======== THE DATA

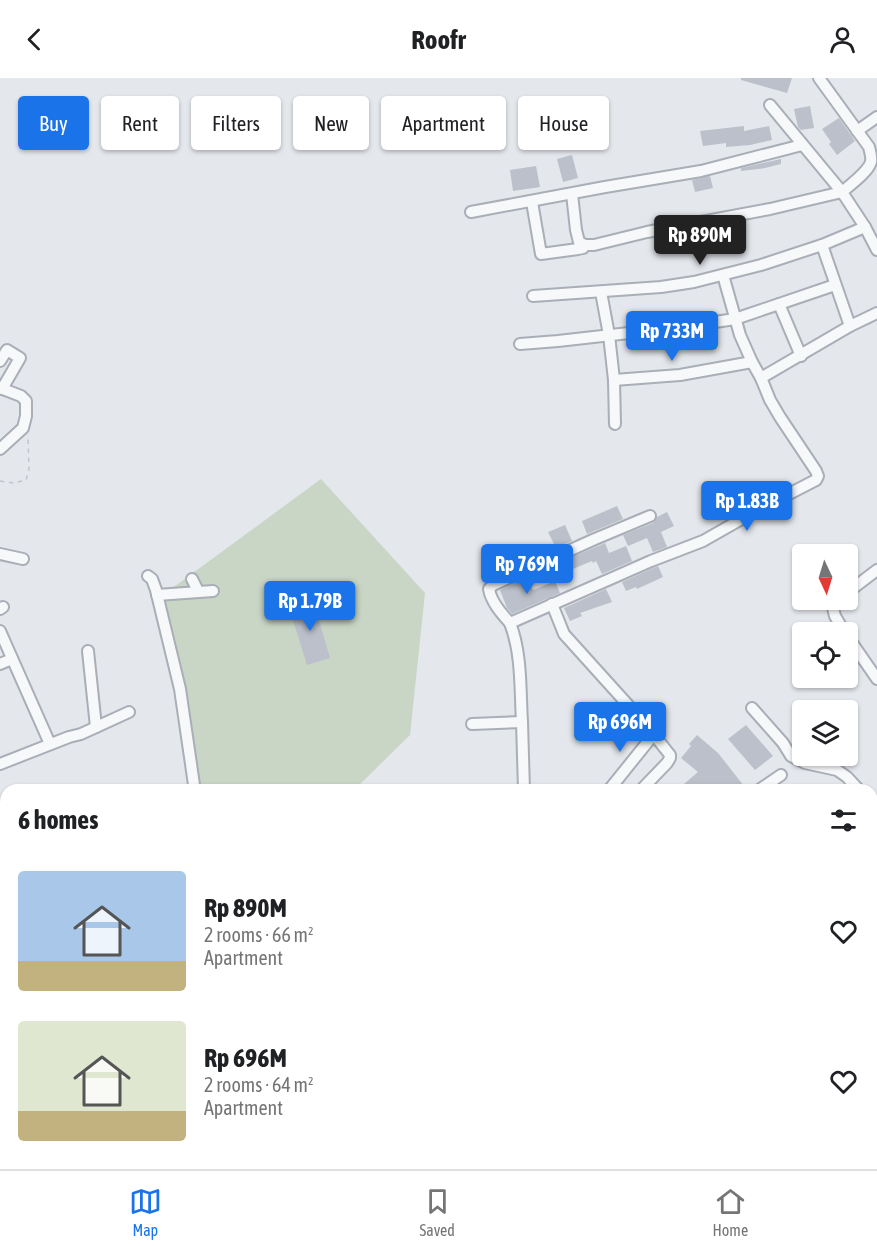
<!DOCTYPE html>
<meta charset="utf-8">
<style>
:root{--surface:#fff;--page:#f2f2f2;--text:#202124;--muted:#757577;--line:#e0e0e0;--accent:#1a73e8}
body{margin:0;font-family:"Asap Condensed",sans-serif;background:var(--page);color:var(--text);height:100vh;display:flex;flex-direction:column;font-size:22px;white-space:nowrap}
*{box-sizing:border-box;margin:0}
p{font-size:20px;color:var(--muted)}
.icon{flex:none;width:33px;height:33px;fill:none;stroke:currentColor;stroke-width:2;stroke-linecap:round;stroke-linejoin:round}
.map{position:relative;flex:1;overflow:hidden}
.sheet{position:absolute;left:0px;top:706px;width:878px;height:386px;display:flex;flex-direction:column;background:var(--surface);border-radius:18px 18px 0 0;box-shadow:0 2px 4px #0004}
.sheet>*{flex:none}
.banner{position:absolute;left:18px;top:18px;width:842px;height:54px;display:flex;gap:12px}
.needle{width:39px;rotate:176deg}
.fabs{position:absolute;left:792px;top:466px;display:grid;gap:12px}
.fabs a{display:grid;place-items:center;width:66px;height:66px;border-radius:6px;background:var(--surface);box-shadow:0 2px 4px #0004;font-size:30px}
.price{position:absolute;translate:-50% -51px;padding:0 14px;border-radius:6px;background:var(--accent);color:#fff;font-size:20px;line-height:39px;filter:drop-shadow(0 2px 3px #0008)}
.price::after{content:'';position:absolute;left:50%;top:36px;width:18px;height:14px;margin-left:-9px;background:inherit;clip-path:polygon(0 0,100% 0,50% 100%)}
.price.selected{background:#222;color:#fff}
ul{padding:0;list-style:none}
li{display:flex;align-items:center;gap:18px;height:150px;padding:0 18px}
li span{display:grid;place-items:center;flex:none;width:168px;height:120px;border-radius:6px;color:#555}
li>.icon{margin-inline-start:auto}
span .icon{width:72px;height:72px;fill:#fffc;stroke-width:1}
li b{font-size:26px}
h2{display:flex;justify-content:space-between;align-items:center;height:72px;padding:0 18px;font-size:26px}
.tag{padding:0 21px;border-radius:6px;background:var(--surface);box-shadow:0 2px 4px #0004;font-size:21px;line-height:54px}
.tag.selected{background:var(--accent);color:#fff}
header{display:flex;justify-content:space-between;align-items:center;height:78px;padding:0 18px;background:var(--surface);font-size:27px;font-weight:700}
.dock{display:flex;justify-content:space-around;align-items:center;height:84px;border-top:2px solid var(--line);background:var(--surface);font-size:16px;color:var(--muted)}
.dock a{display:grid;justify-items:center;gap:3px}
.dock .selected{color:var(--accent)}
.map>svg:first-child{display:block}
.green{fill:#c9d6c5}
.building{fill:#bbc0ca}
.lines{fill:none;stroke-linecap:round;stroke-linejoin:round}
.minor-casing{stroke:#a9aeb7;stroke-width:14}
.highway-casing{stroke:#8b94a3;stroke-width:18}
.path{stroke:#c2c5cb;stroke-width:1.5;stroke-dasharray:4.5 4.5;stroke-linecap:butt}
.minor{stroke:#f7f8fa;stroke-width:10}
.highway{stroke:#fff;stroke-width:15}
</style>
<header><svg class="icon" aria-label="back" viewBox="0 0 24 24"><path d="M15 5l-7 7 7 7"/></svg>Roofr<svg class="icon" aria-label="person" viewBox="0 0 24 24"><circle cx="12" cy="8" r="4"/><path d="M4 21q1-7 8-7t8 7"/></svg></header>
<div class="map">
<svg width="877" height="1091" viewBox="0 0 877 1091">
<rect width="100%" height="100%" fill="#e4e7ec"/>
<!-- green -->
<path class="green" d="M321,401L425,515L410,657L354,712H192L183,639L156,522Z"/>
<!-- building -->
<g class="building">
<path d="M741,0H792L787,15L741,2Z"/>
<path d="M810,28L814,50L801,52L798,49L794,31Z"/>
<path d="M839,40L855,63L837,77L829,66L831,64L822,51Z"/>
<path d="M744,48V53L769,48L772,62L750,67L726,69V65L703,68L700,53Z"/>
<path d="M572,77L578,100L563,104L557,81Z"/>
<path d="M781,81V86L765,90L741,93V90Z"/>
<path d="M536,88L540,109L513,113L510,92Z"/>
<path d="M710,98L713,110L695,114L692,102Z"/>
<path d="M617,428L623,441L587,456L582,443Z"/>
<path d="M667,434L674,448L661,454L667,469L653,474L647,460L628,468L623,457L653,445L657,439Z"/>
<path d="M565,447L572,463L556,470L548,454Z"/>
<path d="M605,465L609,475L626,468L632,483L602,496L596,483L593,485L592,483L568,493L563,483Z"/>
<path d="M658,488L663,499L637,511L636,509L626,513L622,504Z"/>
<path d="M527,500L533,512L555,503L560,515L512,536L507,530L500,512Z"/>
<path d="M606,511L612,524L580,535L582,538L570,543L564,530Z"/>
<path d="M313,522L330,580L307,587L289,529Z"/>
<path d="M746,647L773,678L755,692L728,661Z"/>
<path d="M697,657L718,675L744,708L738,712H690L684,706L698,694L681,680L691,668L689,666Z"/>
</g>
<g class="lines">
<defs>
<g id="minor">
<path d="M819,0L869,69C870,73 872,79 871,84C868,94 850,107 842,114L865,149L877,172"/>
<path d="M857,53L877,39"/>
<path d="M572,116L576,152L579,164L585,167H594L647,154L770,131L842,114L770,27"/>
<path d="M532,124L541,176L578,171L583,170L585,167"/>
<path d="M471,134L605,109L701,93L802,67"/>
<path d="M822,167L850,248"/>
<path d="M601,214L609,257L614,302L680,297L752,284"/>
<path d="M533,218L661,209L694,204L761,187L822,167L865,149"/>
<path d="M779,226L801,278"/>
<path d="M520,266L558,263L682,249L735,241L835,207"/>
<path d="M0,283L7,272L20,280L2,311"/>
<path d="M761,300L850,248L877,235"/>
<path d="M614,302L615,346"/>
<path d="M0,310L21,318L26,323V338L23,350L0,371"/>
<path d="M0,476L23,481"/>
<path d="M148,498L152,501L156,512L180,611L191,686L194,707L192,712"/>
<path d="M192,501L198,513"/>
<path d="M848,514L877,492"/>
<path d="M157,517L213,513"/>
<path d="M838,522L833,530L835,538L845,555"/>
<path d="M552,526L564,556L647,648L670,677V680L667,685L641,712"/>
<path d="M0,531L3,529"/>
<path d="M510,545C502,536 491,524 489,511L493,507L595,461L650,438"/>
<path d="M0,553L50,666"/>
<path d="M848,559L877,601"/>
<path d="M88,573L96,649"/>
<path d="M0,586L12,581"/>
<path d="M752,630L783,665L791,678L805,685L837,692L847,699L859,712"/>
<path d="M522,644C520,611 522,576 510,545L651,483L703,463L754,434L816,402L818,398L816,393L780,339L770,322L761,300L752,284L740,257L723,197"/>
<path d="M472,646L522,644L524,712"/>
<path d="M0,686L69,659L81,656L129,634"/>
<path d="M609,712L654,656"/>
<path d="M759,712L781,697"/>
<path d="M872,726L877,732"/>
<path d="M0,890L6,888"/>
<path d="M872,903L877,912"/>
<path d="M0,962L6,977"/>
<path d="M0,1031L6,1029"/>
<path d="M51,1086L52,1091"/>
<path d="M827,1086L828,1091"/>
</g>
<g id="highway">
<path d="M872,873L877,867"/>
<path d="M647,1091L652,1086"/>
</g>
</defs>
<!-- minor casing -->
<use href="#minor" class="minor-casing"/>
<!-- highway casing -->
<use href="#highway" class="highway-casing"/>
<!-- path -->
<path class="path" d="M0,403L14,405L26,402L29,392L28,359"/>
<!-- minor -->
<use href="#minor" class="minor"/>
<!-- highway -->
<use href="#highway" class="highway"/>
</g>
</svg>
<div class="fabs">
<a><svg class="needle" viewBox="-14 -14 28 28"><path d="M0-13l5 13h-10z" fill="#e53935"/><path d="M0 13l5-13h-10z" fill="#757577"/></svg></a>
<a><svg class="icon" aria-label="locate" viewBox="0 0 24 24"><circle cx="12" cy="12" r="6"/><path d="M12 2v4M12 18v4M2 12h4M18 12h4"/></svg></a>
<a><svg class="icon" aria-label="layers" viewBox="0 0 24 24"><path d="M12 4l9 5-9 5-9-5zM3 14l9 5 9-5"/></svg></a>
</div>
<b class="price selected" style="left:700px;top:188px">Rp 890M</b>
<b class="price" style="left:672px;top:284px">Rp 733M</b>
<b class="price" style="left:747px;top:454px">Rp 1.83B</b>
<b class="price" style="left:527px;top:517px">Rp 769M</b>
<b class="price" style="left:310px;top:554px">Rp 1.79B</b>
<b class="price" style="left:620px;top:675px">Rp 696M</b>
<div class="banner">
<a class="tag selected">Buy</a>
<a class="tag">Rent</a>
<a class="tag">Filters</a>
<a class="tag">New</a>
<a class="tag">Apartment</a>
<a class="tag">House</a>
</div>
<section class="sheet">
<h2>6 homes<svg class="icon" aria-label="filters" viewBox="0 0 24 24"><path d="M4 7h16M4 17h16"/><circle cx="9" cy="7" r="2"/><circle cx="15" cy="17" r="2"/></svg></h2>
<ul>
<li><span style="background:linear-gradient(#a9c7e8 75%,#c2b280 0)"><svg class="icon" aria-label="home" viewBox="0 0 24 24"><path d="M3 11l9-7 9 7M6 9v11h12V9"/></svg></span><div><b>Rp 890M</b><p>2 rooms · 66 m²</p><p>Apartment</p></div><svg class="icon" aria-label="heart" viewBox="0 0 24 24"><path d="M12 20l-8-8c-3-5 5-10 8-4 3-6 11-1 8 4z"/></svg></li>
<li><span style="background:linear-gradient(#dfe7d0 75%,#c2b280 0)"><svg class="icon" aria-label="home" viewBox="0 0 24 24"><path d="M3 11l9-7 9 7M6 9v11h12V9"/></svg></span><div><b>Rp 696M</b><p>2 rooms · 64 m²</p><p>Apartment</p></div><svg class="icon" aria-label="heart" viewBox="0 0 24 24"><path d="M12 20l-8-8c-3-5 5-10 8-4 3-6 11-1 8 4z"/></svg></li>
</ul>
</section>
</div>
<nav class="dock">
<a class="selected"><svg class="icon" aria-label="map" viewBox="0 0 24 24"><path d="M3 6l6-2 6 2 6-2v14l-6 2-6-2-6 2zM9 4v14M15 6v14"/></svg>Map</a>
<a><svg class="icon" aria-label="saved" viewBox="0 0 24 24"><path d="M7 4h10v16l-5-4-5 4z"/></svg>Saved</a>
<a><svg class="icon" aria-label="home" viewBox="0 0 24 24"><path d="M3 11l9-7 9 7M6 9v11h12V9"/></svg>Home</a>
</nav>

================

WORK ORDER
Each line above that contains the word "linecap" should be returned.

TASK ANSWER
.icon{flex:none;width:33px;height:33px;fill:none;stroke:currentColor;stroke-width:2;stroke-linecap:round;stroke-linejoin:round}
.lines{fill:none;stroke-linecap:round;stroke-linejoin:round}
.path{stroke:#c2c5cb;stroke-width:1.5;stroke-dasharray:4.5 4.5;stroke-linecap:butt}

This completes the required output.